The most famous of all comets, Comet Halley is noted for producing spectacular displays when it passes near Earth on its 76-year trip around the sun.


However, you don't have to wait until 2061 to see a piece of the comet – you can do it this very week.


Halley's Comet leaves bits of itself behind – in the form of small conglomerates of dust and ice called meteoroids – as it moves in its orbit, which the Earth approaches in early May and mid-October.


When it does, it collides with these bits of ice and dust, producing a meteor shower as the particles ablate – or burn up – many miles above our heads.


The May shower is called the Eta Aquarids, as the meteors appear to come from the constellation Aquarius. The October shower has meteors that appear to come from the well-known constellation of Orion the Hunter, hence the name: Orionids.
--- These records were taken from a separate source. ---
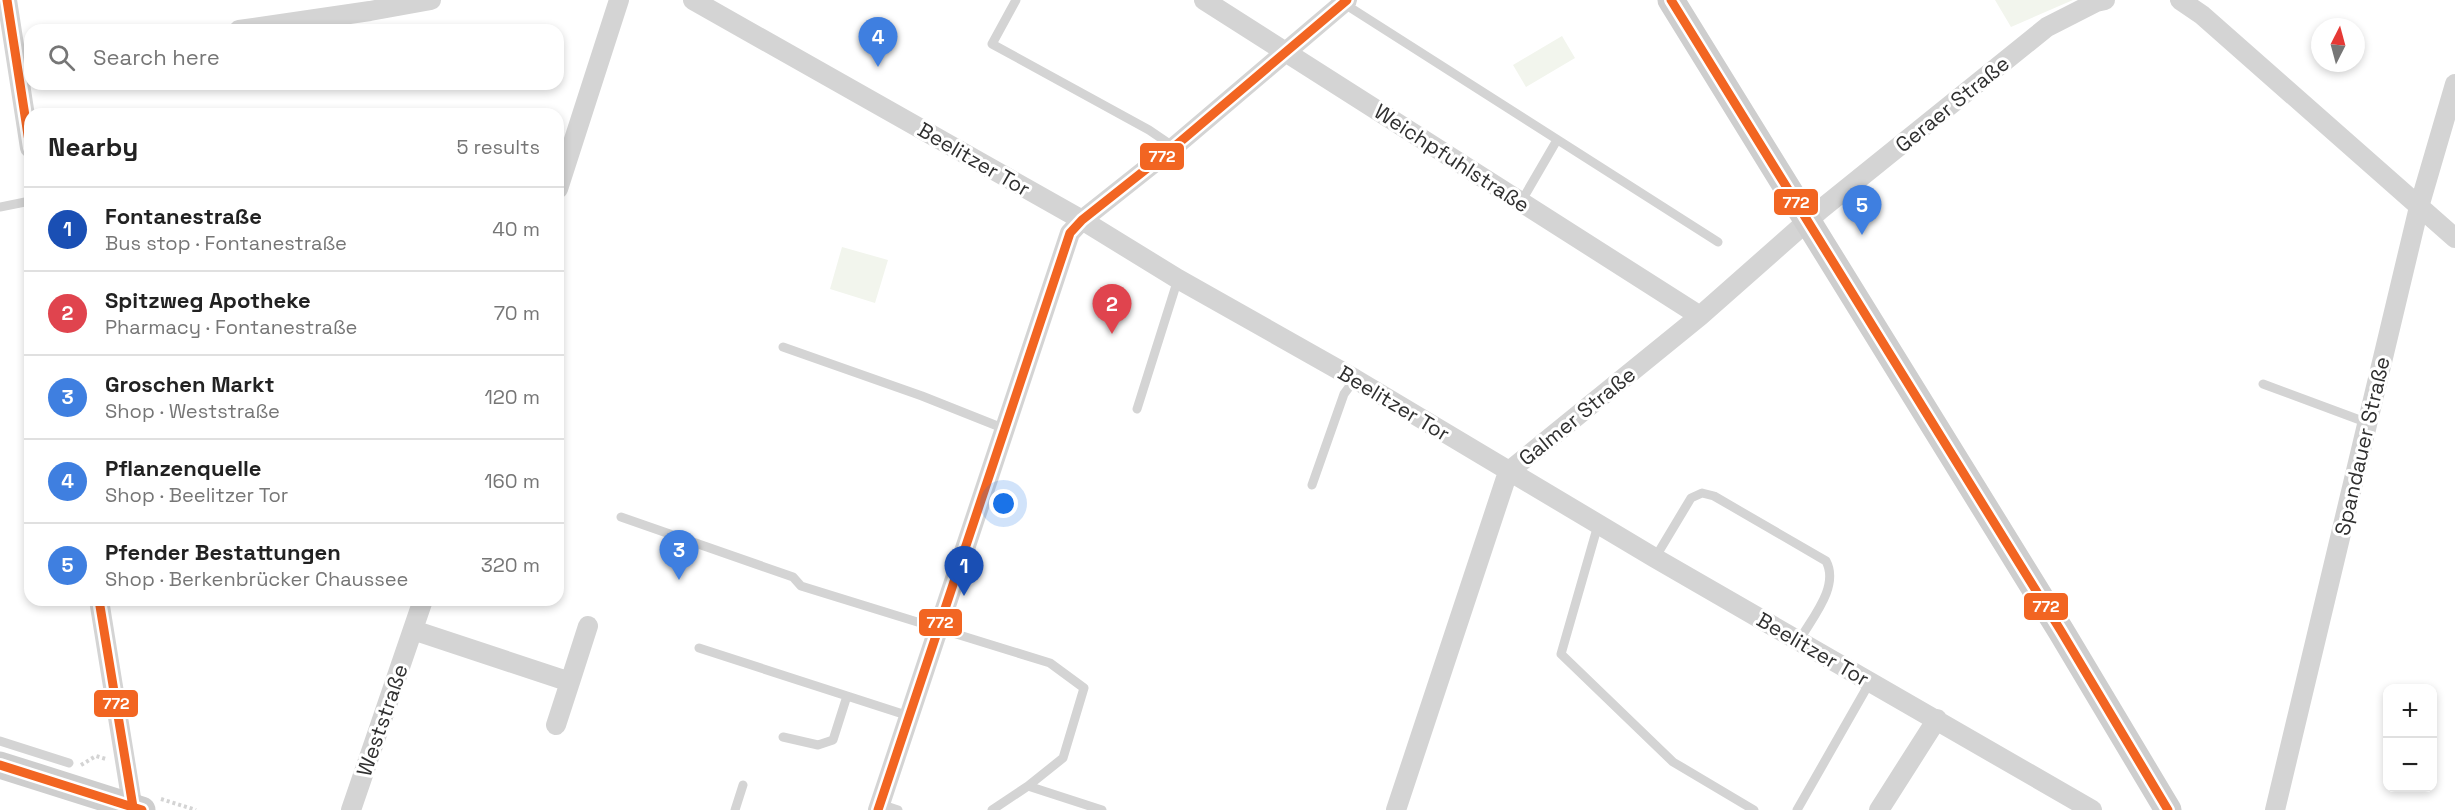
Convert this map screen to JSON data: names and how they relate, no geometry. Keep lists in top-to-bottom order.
{
  "streets": {
    "street": [
      "Geraer Straße",
      "Weichpfuhlstraße",
      "Beelitzer Tor",
      "Galmer Straße",
      "Spandauer Straße",
      "Weststraße"
    ]
  },
  "crossings": [
    ["Geraer Straße", "Galmer Straße"],
    ["Weichpfuhlstraße", "Galmer Straße"],
    ["Beelitzer Tor", "Galmer Straße"]
  ],
  "lines": ["transit line 772"],
  "north": "top",
  "page": {
    "pins": [
      "4",
      "5",
      "2",
      "3",
      "1"
    ],
    "search": "Search here",
    "heading": ["Nearby", "5 results"],
    "list": [
      {
        "mark": "1",
        "name": "Fontanestraße",
        "note": "Bus stop · Fontanestraße",
        "value": "40 m"
      },
      {
        "mark": "2",
        "name": "Spitzweg Apotheke",
        "note": "Pharmacy · Fontanestraße",
        "value": "70 m"
      },
      {
        "mark": "3",
        "name": "Groschen Markt",
        "note": "Shop · Weststraße",
        "value": "120 m"
      },
      {
        "mark": "4",
        "name": "Pflanzenquelle",
        "note": "Shop · Beelitzer Tor",
        "value": "160 m"
      },
      {
        "mark": "5",
        "name": "Pfender Bestattungen",
        "note": "Shop · Berkenbrücker Chaussee",
        "value": "320 m"
      }
    ],
    "map_buttons": ["+", "−"]
  }
}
Orionids move very fast, at a speed of 147,300 miles per hour. At such an enormous speed, the meteors don't last long, burning up very high in the atmosphere.


Last year, the National Aeronautic and Space Administration's allsky cameras at Marshall Space Flight Center in Huntsville, Ala., and in Chickamauga, Ga., recorded 43 definite Orionid meteors.


Most of these appeared at an altitude of 68 miles and completely burned up by the time they were 60 miles above the ground, seen in the graph below.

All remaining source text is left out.